There is an interesting parable attributed to Swami Vivekananda (1863–1902), which reportedly sprang from an incident in real life. The swami once went on a tour of the Himalayan foothills and Kashmir with a party of friends, which included his American disciple Sister Nivedita.

She kept a diary and noted that they stopped by the lake town of Nainital. They were invited to dinner by the Raja of Khetri, who greatly admired Vivekananda. The swami came to know that the raja had invited a dancing girl to perform for them. Being a monk, he disliked the plan but went along out of politeness. However, the dancing girl came to know of his objection and presented a deeply spiritual song. When he heard its unmistakably high-souled content, the swami was greatly struck and realised that one had to look beyond a person’s appearance to their nature and character.

The parable that he apparently shared later, which I would like to retell here as a story, recalls that real-life encounter:

Not far from Mathura-Vrindavan on the banks of the Yamuna, was a little village whose chief claim to anything was that it lay not far from the king’s highway. Pilgrim parties and wandering minstrels did not know of it but any number of travelling salesmen and traders would look forward to a detour there.

They always left some money behind in the village. Not only were sweets and snacks required but also betel leaf and the occasional services of the blacksmith, cobbler and tailor for repairs to their carts. The visitors went straight to the headman’s house and after an exchange of courtesies, strolled out of his back gate towards the river. The path there spared them a public parade down the main street past respectable folk and innocent children at play.

They made their way to a small, neat house by the river, in which lived an attractive young lady who received them with a smile. No noisy, vulgar revels or brawls ever disturbed the peace because of the visitors. The sound of anklets on dancing feet could be heard every day from the little house.

The young lady lived very quietly otherwise and the villagers never troubled her. Every year on Janmashtami, she would visit the village temple and offer Sri Krishna nritya seva or worship through dance. She was a dancing girl, the daughter of a dancing girl who had been the daughter of a dancing girl, going back a hundred generations. But her father had been the village priest with no children by his wife who had died of a miscarriage. All his paternal feelings were invested in this daughter, the chance result of a youthful indiscretion in Mathura. When he fell gravely ill, he begged the village headman to let his daughter, whose mother was dead, live in the village and earn her living in the only way she could.

“She is alone in the world and will be torn to pieces in the city, even if she works as a maid. She is a good girl and will only entertain a select clientele so that she has an income. Please let her live safely in your midst, it would give my soul peace,” he besought with tears in his eyes.

The headman had put it to vote with the village men and though startled at first, they had no real objection. They were moved by the priest’s agony and made their families understand that an orphan daughter of the village, though a dancing girl, deserved their protection.
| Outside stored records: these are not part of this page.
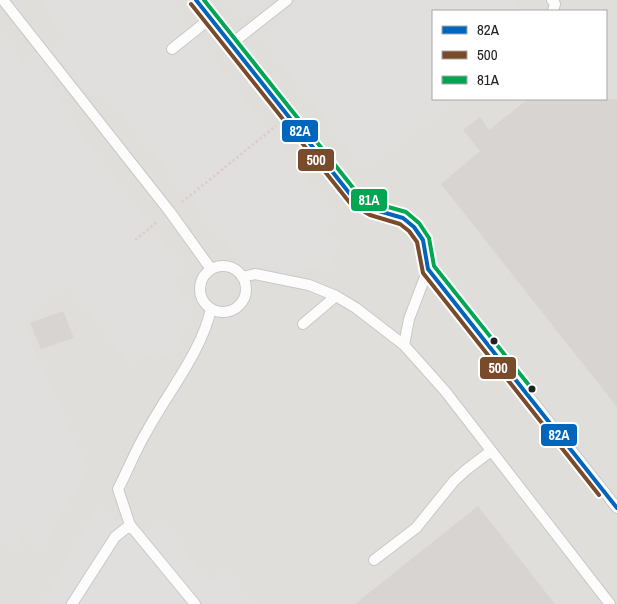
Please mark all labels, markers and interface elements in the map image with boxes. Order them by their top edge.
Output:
legend [432,10,607,100]
text: 82A [477,19,500,40]
text: 500 [477,44,498,65]
text: 81A [477,69,500,90]
line badge: 82A [281,119,319,143]
text: 82A [289,122,311,140]
line badge: 500 [297,148,335,172]
text: 500 [306,151,326,169]
line badge: 81A [350,188,388,212]
text: 81A [358,191,380,209]
unlabelled marker [489,336,499,346]
line badge: 500 [479,356,517,380]
text: 500 [488,359,508,377]
unlabelled marker [527,384,537,394]
line badge: 82A [540,423,578,447]
text: 82A [548,426,570,444]

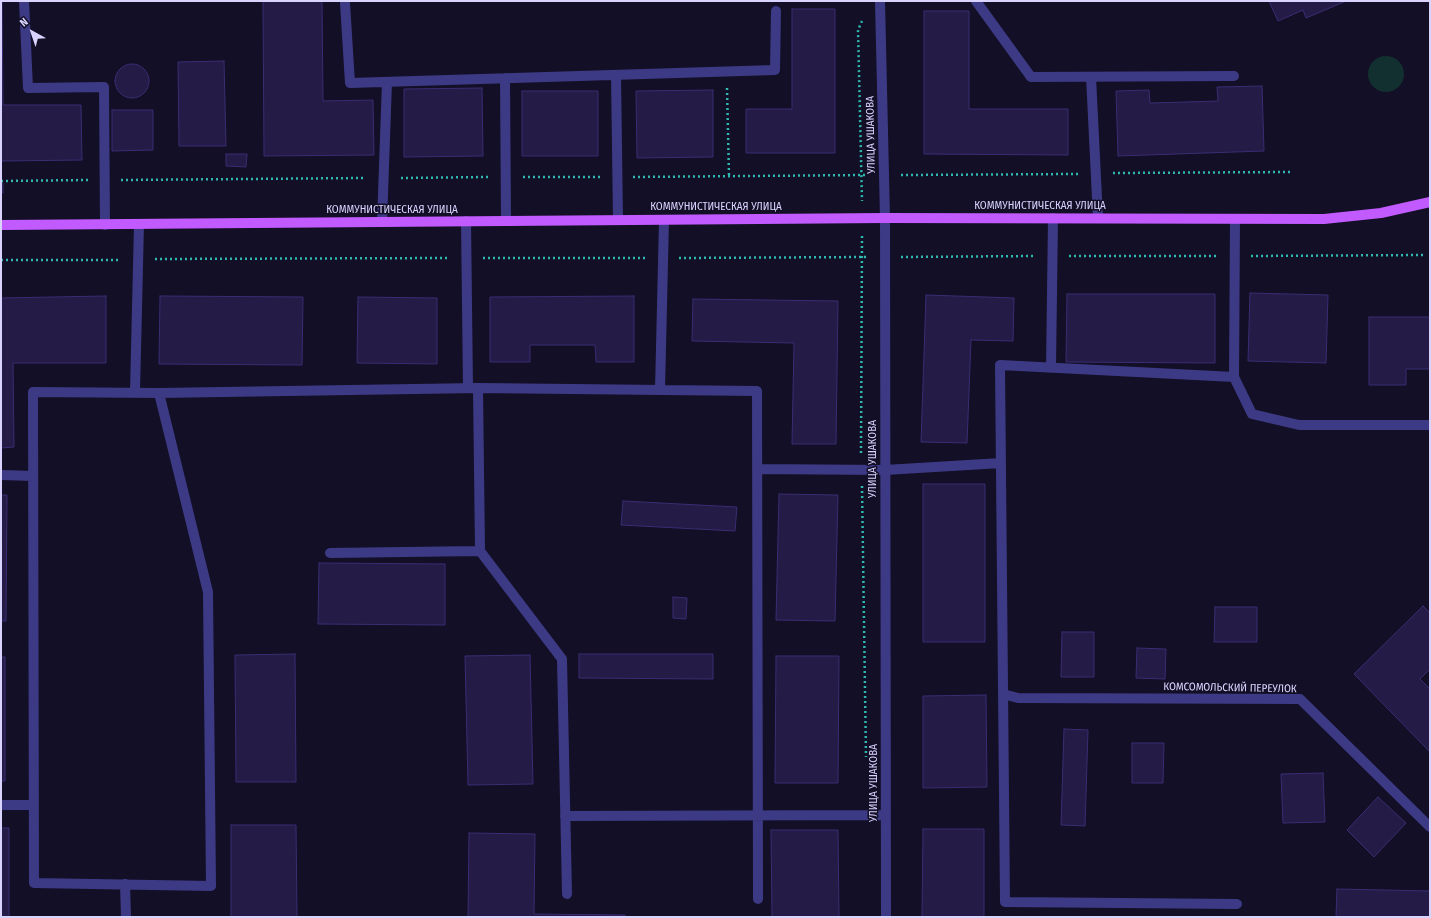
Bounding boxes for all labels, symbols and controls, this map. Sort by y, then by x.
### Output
north arrow [12,12,52,52]
text: N [17,15,31,30]
street label: УЛИЦА УШАКОВА [864,96,878,174]
street label: КОММУНИСТИЧЕСКАЯ УЛИЦА [974,199,1106,213]
street label: КОММУНИСТИЧЕСКАЯ УЛИЦА [650,200,782,214]
street label: КОММУНИСТИЧЕСКАЯ УЛИЦА [326,203,458,217]
street label: УЛИЦА УШАКОВА [866,420,880,498]
street label: КОМСОМОЛЬСКИЙ ПЕРЕУЛОК [1163,680,1297,696]
street label: УЛИЦА УШАКОВА [867,744,881,822]

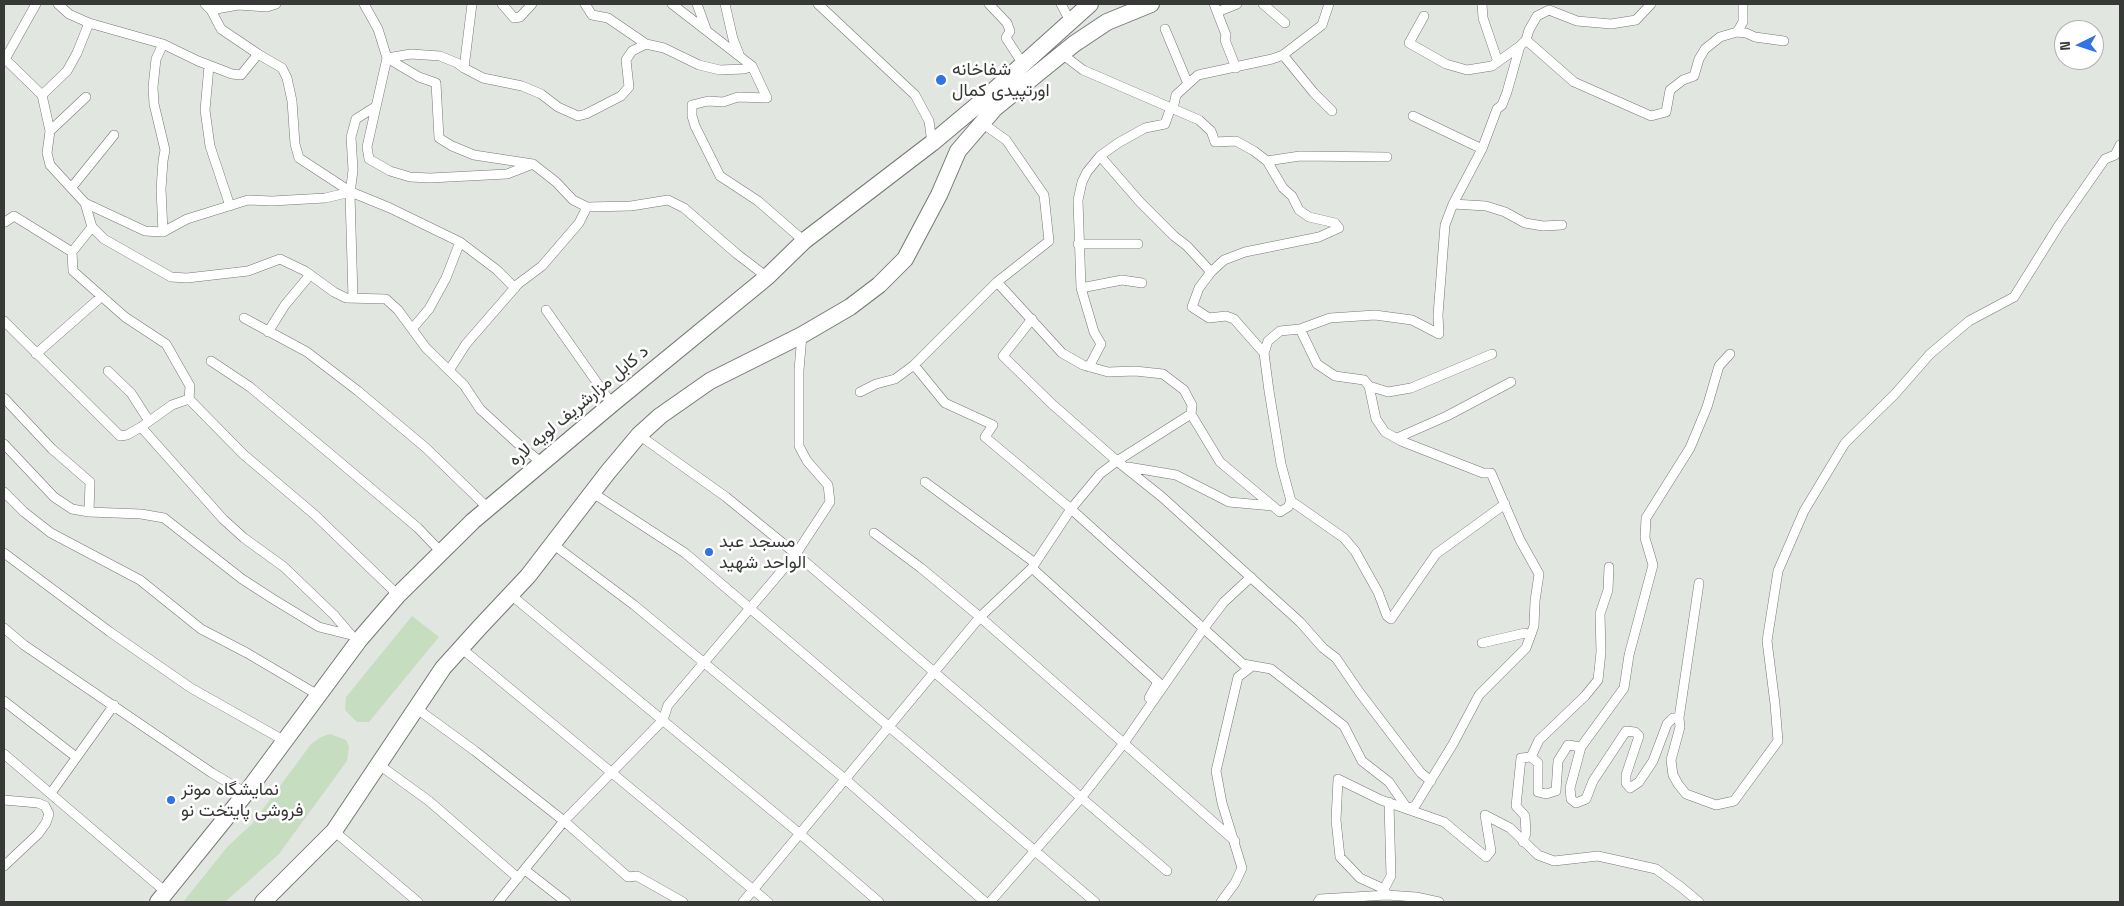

And so, Punita, for that was her name, came to live in her father’s village and became the best-kept secret on the king’s highway. She was pretty without being outrageously beautiful, dressed modestly and spoke politely. The village accepted her presence well.

Only Nityanand, the sanyasi by the riverside, disliked Punita. He considered her a sinner because she was a single working woman. He kept a fretful note of her doings and spoke roughly to her every day. Used to living on free food, he had no appreciation for those who worked hard for survival.

Nor did he consider that Punita sang and danced about the same god on whom he occasionally delivered a discourse at the temple. But when he threatened that he would complain to the authorities in Mathura, the headman called his bluff.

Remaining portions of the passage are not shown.